The Gran Chaco region – the largest dry forest in South America – is suffering a devastating rate of deforestation, driven by rising global demand for soy, inadequate legal protection and insufficient progress in removing deforestation risk from the supply chain. And yet, the region has received worryingly little attention from corporate actors and investors.
There is still a chance to reverse the damage done. If investors and key players in the region work in tandem to ensure real change is made, they can prevent irrevocable damage to the ecosystem, and save the soy industry of the Gran Chaco from collapsing.
Suffering in silence
The Gran Chaco is fast becoming the major frontier of deforestation – and as it covers an area about a quarter of the size of the entire European Union, it is no small matter. Propelled by the rising production of soybeans, the Gran Chaco, which extends from southern Bolivia into western Paraguay and northern Argentina, and southern Brazil has seen roughly a quarter of its area deforested for agriculture since 1985.
But despite this, the destruction taking place in the Gran Chaco has not received nearly as much attention as the Amazon or the Cerrado, by either corporate actors or investors. Neither the Argentine nor the Paraguayan Gran Chaco areas are adequately protected from soft commodities-driven deforestation. And if current trends persist, another 4 million hectares of forest in the Gran Chaco could be lost by 2028, causing greenhouse gas emissions broadly equating to 277.2 million tonnes of CO2.

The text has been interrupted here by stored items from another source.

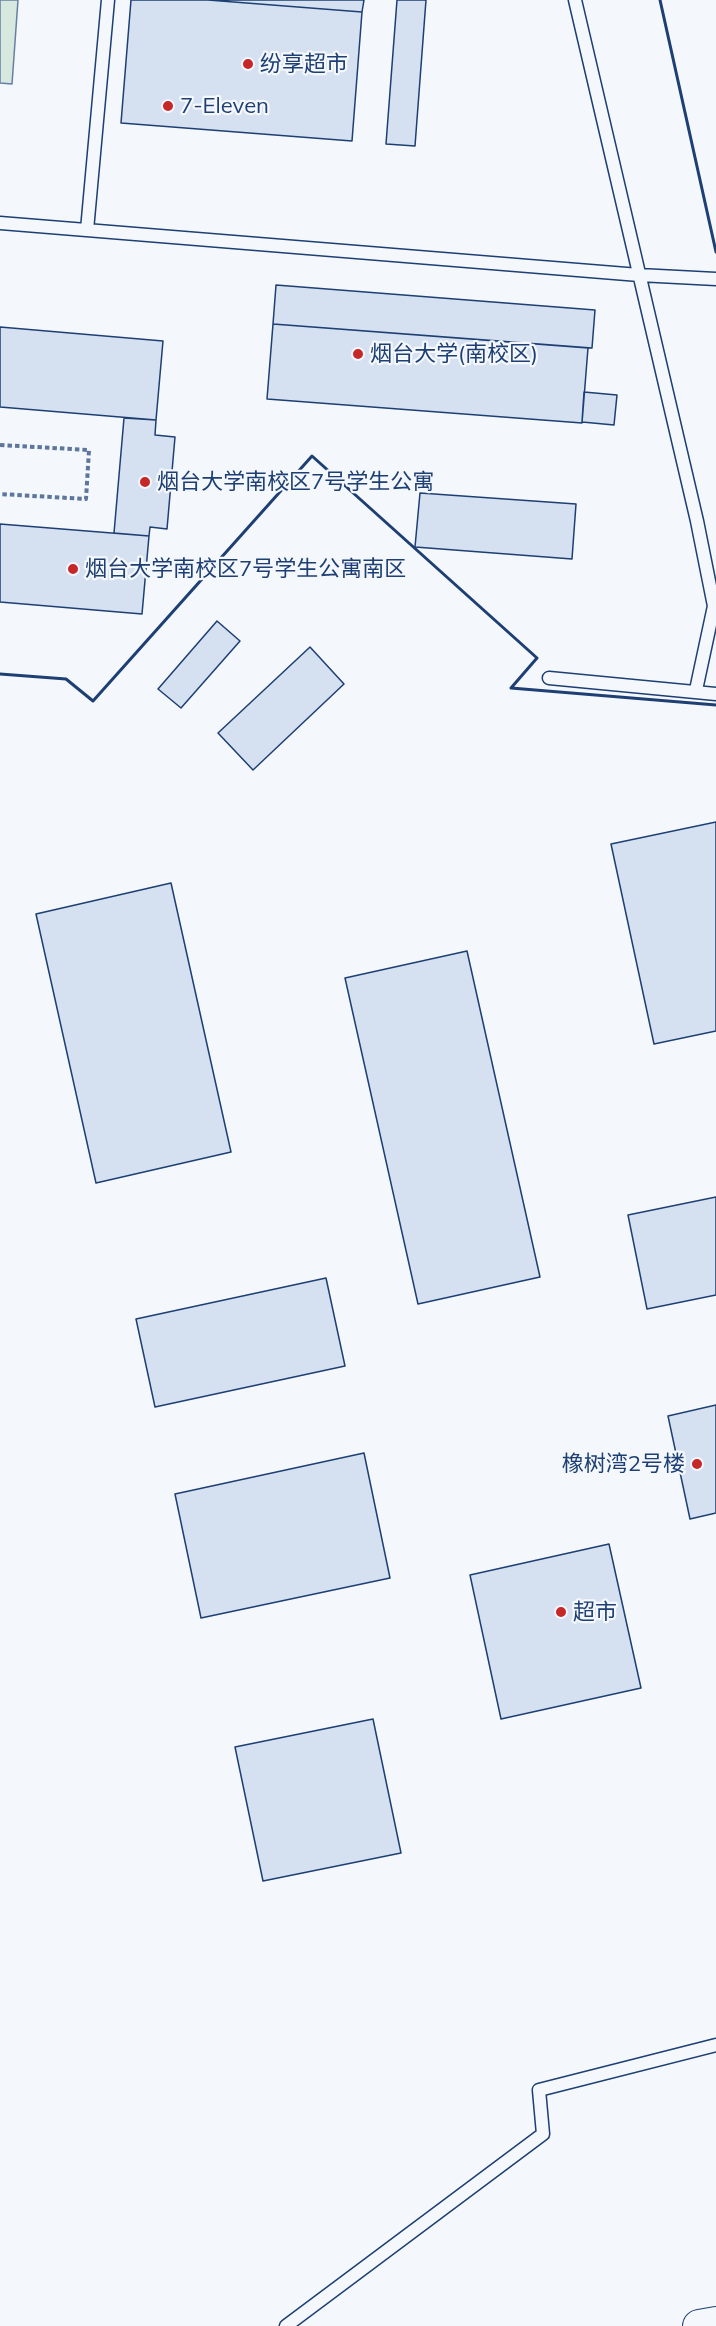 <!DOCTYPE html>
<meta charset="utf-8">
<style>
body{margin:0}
canvas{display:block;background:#f4f7fb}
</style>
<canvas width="716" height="2326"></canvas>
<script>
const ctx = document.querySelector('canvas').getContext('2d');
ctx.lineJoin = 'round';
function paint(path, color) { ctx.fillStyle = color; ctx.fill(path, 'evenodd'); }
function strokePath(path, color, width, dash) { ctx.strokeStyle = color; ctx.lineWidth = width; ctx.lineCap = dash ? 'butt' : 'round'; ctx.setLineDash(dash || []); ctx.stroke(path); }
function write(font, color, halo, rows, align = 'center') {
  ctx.font = font + ' Mulish,"Noto Sans SC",sans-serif'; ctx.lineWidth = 4.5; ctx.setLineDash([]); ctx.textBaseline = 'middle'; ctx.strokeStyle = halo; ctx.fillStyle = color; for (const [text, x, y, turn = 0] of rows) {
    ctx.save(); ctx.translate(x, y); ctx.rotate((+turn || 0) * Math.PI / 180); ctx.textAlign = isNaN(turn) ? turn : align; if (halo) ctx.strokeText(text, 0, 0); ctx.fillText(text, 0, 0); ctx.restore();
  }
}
const green = new Path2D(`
 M0,0H18L12,84L0,83Z`);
paint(green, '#d7e8df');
strokePath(green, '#687fa3', 1.5);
const building = new Path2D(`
 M131,0H208L362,12L352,141L121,123Z
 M208,0H364L362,12Z
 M397,0H426L415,146L386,144Z
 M276,285L595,310L592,348L273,324Z
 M273,324L588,348L582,423L267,399Z
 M0,327L163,341L156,420L0,407Z
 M584,392L617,395L614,425L582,422Z
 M124,418L156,420L155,435L175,437L167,529L150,527L149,536L114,533Z
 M420,493L576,504L572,559L415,547Z
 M0,524L149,536L142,614L0,602Z
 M217,621L240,641L181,708L158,689Z
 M310,647L344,684L253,770L218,733Z
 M716,822V1031L654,1044L611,844Z
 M171,883L231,1152L96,1183L36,914Z
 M467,951L540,1277L418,1304L345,978Z
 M716,1197V1295L647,1309L628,1215Z
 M326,1278L345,1366L155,1407L136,1319Z
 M716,1405V1513L690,1519L668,1416Z
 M364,1453L390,1578L201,1618L175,1494Z
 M609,1544L641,1688L501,1719L470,1575Z
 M373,1719L401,1853L263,1881L235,1747Z`);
paint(building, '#d5e0f0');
strokePath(building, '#1d3f73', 1.5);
const service = new Path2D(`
 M575,0L697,521L714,606L696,690
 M0,223L639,275L716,279
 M87,230L108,0
 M549,678L716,694
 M286,2326L543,2134L539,2090L716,2045`);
const tertiary = new Path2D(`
 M699,2326L716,2323`);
strokePath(service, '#1d3f73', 15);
strokePath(tertiary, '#1d3f73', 34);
strokePath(new Path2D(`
 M0,445L89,450L86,499L0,494`), '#5e769c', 4, [4.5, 3]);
strokePath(service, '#f4f7fb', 12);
strokePath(tertiary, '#f4f7fb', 32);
strokePath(new Path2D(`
 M660,0L716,252
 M0,674L66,679L93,701L312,456L537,658L511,688L716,705`), '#1d3f73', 3);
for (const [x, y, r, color] of [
 [248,64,6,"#c62828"],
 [168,106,6,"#c62828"],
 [358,354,6,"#c62828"],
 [145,482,6,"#c62828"],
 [73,569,6,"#c62828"],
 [697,1464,6,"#c62828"],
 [561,1612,6,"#c62828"]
]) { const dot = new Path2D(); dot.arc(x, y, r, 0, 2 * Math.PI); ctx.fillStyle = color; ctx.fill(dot); strokePath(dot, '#f4f7fb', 2); }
write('22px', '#1d3f73', '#f4f7fb', [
 ["纷享超市",260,64],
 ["7-Eleven",180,106],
 ["烟台大学(南校区)",370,354],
 ["烟台大学南校区7号学生公寓",157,482],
 ["烟台大学南校区7号学生公寓南区",85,569],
 ["橡树湾2号楼",685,1464,"right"],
 ["超市",573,1612]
], 'left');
</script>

Intensified soy production is having a drastic effect on the local environment, and the heightened risk of significant regional climate change can no longer be ignored.
The Deforestation Dozen
Undoubtedly, investors have a critical role to play – not only in their duty of care to protect this vital ecosystem, but also to protect their returns by ensuring that their investments do not collapse.
However, the responsibility does not rest on the shoulders of investors alone. Their efforts must be matched by the largest commodity traders in the Gran Chaco, responsible for the vast majority of exports in the region. In fact, the 12 largest soy traders, “The ‘Deforestation Dozen”, as Planet Tracker’s recent report dubs them, account for more than 89% of the total soy exports from the Gran Chaco – and yet, they are failing to prevent soy-driven deforestation in the region.
Some of these traders, including Archer Daniels Midland, Viterra and Cargill, are members of trader-led initiatives like the Soft Commodities Forum, which aims to advance collective action on a forest conversion-free soy supply chain. The problem is that the forum does not yet include reporting on Gran Chaco.
Last in class
Efforts in the region fall short on almost every level when compared to the Amazon or the Cerrado. A recent evaluation of the activities of major soy traders by the World Wildlife Fund (WWF) assessed the readiness of the traders to be deforestation-free. The 12 traders linked to the Gran Chaco were graded against criteria under the following five major themes: setting and strengthening goals; implementing ethical supply chains; reporting progress; increasing transparency; and collaborating for change.
Less than 3% of Argentina’s soy production in 2020 received certification by the Round Table on Responsible Soy Association
Staggeringly, only one of the Deforestation Dozen scored above 50% – and half of the companies scored below 10%. Performance was particularly poor in the transparency sections of the assessment, with little to no investment into certification or traceability.
Certification numbers are also particularly concerning. The Round Table on Responsible Soy Association (RTRS) certified less than 3% of the total soy production in 2020 across Argentina, Brazil and Paraguay – meaning that less than 3% of the total soy produced in that year was certified deforestation-free.
If things don’t change, companies trading in the EU will be particularly at risk as regulatory bodies begin to focus on the issue, with new regulations potentially bringing a ban on the import of deforestation-linked soy, among other commodities, into Europe. The proposed regulation will impose mandatory due diligence rules on importers, moving toward stricter traceability. And unless the soy traders in the Gran Chaco can demonstrate deforestation-free supplies, this new regulatory landscape will prove treacherous.
An opportunity for change
Currently, out of the 20 largest equity investors and debt financiers funding the traders operating in the Gran Chaco, only one explicitly recognises the region as a high-risk biome. None have made commitments specific to this ecosystem. This means that companies seeking funding will not face the same checks regarding deforestation in the Gran Chaco that they do in other biomes.
However, this presents a unique opportunity for companies and investors to implement strong policies and address deforestation before this biome suffers damage beyond repair.
Lenders and investors must play a crucial role in supporting this effort by ensuring financing activities are contingent on companies adopting and implementing comprehensive deforestation commitments and policies. They should also actively engage with and support initiatives such as Innovative Finance for the Amazon, Cerrado and Chaco (IFACC), to move funding away from deforestation-linked activities in the Gran Chaco, and require trading companies to disclose the location of the soy silos and source farms in their supply chains. This will aid traceability as a condition of funding, and require portfolio companies to purchase only RTRS-certified soy.
If investors and financial institutions don’t demand transparency and make tangible efforts to shift policy soon, the Gran Chaco as we know it will be destroyed.